> Requirement
Lines from the records below that contain the word "McNair" are to be copied out.

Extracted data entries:
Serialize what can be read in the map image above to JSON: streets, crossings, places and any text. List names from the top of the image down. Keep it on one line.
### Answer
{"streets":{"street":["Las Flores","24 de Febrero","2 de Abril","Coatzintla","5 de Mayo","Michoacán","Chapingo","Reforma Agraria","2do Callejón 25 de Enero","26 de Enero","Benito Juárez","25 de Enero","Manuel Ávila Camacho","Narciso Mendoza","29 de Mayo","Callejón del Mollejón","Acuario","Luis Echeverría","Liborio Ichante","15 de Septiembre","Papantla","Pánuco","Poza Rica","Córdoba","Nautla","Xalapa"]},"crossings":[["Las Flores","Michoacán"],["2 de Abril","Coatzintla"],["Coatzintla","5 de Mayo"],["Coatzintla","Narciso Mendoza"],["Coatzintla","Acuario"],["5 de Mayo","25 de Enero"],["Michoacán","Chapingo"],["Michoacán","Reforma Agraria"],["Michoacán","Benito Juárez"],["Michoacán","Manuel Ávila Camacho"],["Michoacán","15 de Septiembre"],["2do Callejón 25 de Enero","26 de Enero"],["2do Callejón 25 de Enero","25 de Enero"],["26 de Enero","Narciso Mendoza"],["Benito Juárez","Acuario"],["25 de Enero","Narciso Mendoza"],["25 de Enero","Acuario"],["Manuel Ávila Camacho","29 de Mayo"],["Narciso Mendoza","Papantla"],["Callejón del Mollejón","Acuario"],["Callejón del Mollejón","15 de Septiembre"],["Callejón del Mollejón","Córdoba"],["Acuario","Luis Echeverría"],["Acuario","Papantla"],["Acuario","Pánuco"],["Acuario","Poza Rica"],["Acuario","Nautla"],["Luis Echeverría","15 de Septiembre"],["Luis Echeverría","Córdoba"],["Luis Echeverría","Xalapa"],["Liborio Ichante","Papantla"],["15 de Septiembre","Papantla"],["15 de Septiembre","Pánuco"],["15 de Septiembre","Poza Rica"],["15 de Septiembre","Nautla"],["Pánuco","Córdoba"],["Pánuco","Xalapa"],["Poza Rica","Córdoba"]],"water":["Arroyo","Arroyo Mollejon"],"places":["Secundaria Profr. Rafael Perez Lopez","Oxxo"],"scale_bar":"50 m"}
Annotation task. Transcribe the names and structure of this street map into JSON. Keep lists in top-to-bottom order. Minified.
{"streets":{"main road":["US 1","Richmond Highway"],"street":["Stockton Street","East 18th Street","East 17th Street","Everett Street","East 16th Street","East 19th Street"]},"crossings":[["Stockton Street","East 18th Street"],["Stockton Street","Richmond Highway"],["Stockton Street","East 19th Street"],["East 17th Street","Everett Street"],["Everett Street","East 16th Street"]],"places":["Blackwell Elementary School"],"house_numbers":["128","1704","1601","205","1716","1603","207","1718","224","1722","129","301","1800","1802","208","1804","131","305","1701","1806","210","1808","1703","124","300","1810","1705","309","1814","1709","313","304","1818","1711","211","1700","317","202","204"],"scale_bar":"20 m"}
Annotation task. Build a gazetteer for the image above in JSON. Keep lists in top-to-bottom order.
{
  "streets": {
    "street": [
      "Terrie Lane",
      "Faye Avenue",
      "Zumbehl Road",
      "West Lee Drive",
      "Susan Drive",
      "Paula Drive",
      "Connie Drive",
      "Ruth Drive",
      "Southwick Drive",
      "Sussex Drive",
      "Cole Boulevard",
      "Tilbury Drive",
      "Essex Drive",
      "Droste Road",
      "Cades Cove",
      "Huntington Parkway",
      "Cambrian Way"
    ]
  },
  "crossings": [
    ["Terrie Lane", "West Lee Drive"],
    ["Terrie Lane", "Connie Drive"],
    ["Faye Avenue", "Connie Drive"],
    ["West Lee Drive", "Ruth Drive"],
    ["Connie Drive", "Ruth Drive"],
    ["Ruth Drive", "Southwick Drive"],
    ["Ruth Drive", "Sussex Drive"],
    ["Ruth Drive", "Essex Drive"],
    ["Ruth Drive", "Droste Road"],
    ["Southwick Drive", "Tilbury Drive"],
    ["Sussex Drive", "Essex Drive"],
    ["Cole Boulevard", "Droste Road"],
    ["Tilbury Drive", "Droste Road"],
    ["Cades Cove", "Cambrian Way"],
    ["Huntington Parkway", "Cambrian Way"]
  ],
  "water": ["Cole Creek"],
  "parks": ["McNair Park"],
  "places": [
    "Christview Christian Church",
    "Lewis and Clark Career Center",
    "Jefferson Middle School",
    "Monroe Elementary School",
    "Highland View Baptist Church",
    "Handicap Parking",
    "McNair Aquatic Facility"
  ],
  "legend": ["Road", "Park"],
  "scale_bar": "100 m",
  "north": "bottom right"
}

> Task answer
  "parks": ["McNair Park"],
    "McNair Aquatic Facility"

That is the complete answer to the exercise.